Transit systems have had to bear much of the burden for these policy failures. As public and semi-public spaces, public transit has become a refuge of last resort for many, representing a space that is out of the elements, safer than shelters and streets, and a place to panhandle. This places a significant burden on other passengers and the systems themselves. Our municipal leaders must do their jobs in order to allow transit agencies to focus on theirs – getting trains and buses out the door every morning.
A different world is possible
A growing number of systems are turning away from police centered strategies. They are looking to civilian ambassadors, wayfinders, and outreach workers. Just last year, New York placed many of their station agents outside their hermetically sealed token booths to more easily interact with passengers.
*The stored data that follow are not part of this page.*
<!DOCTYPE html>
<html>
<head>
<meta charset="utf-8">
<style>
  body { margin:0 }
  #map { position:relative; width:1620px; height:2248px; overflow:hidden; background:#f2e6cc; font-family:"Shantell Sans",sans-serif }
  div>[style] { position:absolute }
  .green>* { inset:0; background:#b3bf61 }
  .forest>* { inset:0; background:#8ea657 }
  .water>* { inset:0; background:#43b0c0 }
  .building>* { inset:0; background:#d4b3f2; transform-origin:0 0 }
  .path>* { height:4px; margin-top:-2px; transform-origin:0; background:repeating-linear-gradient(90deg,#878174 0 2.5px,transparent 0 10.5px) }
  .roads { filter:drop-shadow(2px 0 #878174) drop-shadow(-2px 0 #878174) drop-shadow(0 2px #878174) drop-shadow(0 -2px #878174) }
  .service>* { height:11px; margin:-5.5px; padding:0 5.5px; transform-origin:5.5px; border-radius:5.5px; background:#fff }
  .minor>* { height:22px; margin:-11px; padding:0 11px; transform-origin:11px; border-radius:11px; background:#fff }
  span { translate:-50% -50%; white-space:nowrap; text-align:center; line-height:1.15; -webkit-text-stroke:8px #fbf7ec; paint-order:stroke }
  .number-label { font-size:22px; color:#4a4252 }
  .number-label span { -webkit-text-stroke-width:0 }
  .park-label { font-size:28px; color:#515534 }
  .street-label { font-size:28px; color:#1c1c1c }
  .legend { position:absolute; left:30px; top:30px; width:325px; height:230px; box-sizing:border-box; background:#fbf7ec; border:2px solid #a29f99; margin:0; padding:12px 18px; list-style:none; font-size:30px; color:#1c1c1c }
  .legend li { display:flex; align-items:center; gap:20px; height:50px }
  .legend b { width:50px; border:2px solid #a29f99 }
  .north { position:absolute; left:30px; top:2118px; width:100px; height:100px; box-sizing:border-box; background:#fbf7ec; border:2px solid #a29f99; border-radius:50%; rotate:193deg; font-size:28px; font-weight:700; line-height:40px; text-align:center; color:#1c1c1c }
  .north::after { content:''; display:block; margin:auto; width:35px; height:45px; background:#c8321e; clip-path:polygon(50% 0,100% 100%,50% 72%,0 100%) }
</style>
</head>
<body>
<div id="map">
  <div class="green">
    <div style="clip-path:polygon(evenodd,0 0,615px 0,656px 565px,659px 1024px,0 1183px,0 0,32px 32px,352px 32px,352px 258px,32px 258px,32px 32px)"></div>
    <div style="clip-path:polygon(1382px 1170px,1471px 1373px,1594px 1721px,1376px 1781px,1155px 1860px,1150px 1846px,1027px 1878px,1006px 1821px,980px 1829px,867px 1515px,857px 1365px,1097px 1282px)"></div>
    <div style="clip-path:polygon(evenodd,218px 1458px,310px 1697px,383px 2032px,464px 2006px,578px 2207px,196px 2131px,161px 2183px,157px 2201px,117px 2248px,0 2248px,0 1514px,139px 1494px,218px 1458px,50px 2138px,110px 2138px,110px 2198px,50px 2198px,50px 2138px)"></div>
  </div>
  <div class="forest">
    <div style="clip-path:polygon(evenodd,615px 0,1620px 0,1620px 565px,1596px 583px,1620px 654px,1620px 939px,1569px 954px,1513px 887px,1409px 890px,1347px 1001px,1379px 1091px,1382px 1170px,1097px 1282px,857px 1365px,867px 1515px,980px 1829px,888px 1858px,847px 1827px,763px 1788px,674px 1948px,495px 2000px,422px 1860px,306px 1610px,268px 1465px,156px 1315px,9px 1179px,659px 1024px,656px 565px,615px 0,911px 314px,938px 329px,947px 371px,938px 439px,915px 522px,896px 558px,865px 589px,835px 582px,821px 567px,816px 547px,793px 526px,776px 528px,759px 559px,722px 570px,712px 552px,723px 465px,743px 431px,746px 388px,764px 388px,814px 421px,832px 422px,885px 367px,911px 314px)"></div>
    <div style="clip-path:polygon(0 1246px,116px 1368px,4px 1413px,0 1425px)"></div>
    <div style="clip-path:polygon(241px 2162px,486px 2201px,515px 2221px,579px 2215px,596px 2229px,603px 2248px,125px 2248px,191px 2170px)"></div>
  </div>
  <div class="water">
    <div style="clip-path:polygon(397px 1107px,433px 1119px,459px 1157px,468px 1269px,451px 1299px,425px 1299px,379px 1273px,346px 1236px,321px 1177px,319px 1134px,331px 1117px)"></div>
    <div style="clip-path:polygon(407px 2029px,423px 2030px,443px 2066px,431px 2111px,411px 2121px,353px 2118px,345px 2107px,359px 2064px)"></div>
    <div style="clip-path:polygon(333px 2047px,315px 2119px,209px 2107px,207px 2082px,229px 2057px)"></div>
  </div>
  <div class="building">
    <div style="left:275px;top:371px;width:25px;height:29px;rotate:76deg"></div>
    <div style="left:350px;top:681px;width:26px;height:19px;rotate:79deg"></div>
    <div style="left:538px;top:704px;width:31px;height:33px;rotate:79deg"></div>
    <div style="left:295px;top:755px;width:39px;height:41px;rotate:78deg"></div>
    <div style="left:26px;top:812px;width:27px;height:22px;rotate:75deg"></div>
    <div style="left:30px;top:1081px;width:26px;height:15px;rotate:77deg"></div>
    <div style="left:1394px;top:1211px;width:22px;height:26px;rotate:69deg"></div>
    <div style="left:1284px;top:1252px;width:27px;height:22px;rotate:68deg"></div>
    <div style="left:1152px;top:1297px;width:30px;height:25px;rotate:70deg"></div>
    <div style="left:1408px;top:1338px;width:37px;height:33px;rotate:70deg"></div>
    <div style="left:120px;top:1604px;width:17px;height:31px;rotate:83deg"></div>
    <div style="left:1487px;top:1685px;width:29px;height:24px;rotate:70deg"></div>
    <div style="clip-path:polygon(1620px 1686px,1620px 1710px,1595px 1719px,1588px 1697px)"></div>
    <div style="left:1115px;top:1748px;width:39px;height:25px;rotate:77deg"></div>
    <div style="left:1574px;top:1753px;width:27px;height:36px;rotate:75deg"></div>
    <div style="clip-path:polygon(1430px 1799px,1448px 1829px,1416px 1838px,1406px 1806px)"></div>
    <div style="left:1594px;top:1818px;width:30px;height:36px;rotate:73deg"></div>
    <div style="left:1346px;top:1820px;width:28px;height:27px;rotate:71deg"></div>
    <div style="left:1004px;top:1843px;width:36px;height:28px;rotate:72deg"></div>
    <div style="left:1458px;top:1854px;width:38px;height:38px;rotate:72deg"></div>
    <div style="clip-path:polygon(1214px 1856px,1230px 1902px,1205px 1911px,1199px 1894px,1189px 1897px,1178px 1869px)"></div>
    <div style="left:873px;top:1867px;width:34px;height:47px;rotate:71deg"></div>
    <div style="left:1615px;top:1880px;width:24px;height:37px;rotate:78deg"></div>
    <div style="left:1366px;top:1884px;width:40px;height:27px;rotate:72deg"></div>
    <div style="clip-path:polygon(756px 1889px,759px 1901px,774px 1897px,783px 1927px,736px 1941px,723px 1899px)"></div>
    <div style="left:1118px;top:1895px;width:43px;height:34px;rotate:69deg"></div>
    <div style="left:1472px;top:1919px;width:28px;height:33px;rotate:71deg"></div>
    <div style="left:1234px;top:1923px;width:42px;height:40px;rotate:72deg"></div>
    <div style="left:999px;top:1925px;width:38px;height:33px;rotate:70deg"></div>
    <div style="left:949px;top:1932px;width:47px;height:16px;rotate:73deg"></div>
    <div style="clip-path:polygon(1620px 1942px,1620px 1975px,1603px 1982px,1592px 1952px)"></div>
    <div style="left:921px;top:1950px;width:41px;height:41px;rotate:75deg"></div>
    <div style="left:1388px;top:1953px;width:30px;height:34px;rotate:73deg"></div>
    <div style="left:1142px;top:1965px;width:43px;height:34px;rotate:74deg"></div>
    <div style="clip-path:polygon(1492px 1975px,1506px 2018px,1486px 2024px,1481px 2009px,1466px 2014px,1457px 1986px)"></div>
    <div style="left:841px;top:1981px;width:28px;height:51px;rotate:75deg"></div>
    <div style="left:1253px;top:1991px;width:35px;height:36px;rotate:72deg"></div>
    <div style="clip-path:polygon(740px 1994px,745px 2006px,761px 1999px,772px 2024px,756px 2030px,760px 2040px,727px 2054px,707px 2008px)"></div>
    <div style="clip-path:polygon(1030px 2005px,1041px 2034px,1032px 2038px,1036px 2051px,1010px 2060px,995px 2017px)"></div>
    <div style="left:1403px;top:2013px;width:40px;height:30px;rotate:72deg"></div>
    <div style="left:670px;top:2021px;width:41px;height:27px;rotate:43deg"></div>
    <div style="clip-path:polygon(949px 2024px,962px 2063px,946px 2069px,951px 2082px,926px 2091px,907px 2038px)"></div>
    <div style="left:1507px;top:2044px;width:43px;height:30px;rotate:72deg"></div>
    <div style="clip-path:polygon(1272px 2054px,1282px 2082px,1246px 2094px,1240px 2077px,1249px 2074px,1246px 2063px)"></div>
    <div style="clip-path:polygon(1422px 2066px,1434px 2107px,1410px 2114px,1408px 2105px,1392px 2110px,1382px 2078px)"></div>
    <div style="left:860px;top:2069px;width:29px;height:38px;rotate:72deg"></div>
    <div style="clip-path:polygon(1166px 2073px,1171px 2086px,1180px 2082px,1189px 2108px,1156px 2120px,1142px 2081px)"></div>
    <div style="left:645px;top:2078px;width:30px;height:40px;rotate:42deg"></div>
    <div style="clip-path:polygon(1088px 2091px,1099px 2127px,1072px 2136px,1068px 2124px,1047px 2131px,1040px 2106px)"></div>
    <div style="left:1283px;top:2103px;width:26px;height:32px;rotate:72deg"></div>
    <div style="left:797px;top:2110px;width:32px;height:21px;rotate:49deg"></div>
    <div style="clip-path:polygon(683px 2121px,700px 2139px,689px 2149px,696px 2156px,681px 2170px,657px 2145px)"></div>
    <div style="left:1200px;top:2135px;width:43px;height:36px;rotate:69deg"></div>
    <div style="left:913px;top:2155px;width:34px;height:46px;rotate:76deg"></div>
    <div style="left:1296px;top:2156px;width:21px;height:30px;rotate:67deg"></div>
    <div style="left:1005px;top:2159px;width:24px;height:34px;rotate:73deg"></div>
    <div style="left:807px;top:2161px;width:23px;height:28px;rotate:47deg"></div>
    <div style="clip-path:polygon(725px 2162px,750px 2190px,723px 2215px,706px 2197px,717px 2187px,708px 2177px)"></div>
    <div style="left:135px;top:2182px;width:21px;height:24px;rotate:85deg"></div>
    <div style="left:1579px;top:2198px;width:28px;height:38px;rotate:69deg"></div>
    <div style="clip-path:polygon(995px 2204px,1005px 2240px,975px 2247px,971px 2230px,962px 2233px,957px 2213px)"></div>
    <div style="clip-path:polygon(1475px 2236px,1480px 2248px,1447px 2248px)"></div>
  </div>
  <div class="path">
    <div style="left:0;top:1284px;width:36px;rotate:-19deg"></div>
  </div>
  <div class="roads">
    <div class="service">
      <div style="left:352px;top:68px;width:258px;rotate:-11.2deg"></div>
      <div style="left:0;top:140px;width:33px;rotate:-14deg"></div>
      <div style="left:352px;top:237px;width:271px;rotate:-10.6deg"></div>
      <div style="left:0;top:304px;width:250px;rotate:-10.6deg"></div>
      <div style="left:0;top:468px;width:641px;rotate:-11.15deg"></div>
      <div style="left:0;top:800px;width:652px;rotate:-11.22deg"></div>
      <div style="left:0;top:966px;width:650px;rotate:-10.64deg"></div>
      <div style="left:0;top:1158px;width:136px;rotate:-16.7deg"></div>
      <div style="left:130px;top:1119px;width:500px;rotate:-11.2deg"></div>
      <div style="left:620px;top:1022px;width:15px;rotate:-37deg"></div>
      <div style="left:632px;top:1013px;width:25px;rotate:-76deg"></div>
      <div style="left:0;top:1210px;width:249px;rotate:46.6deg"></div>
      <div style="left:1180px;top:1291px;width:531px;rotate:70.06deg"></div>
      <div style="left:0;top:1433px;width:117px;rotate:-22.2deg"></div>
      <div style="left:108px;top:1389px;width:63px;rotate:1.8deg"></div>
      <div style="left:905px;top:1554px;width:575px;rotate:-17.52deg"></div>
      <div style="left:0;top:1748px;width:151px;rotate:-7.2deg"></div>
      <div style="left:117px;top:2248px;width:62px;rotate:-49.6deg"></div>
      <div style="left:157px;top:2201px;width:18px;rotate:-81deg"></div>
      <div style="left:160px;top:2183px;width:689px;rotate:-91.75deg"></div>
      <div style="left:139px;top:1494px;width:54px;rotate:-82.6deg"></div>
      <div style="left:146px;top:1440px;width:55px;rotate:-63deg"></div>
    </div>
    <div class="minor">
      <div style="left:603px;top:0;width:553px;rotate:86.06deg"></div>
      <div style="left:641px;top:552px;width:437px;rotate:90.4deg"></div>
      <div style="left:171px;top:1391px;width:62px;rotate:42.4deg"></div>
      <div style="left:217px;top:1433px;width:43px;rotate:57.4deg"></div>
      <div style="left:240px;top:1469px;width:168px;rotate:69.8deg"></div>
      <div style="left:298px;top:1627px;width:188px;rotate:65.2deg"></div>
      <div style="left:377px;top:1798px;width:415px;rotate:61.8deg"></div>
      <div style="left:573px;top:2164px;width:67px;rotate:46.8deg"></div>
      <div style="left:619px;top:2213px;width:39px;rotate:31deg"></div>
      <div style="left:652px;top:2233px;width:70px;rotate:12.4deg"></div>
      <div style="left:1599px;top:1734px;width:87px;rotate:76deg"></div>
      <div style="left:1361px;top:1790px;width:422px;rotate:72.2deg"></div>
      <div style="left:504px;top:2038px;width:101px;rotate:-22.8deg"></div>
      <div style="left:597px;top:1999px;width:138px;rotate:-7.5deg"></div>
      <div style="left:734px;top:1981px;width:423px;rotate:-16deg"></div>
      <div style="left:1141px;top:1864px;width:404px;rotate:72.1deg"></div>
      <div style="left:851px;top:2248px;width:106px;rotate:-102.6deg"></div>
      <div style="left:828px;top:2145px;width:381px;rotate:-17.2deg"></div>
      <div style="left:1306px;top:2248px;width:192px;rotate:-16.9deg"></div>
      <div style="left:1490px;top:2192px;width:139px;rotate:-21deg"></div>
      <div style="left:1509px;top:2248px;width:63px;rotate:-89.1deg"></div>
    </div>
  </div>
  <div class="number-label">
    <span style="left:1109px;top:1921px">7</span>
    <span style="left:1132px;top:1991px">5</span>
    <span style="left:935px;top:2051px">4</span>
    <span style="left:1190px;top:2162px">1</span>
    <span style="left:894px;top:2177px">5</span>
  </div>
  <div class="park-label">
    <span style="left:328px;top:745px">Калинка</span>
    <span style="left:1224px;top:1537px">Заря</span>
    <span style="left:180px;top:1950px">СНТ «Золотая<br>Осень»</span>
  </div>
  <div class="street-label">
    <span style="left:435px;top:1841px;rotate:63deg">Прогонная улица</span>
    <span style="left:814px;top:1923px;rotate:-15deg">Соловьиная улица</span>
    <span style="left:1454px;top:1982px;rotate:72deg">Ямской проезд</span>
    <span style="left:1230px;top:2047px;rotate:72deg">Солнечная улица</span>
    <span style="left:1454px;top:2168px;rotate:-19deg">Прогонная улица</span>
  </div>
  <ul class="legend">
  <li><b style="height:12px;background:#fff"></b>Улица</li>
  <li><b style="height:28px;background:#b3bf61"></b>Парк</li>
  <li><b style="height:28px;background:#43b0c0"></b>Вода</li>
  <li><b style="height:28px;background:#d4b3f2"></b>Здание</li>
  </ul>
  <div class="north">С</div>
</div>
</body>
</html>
But these agents have limited training in dealing with those in crisis and quickly turn to police to fill the gap. More needs to be done to create a workforce capable of both offering directions, being responsible eyes and ears, and offering assistance to those in crisis.
Some cities have created new ambassador programs as an alternative to policing to create a safer riding experience for all. Los Angeles approved its new Metro Ambassadors program in 2021 in response to demands for non-police safety strategies. They are currently hiring 300 people to work in the bus and subway systems to help riders navigate the system and to connect people in distress with services. California’s BART system has had ambassadors since 2021. These workers focus specifically on passengers in crisis and have extensive outreach training. Portland’s TriMet system is also ramping up non-police crisis intervention teams to connect people with essential services. In Chicago, community based “violence interrupters” have been riding trains at times to try to stem the violence, calling for a more concerted effort to be funded by the transit system or city government.
But so long as city leaders abdicate their responsibility to care for all their residents, there is a limit to what transit systems can do on their own. Without adequate housing and mental health services in the community, even well-trained outreach workers have limited options. Transit systems need to join the chorus of people demanding that cities provide adequate services. Even the best trained and qualified civilian staff can only do so much if there are no services available to help people in crisis. At best agencies can try to stabilize individuals living in transit systems and reduce their impact on other riders.
Alex Vitale is a sociology professor at Brooklyn College.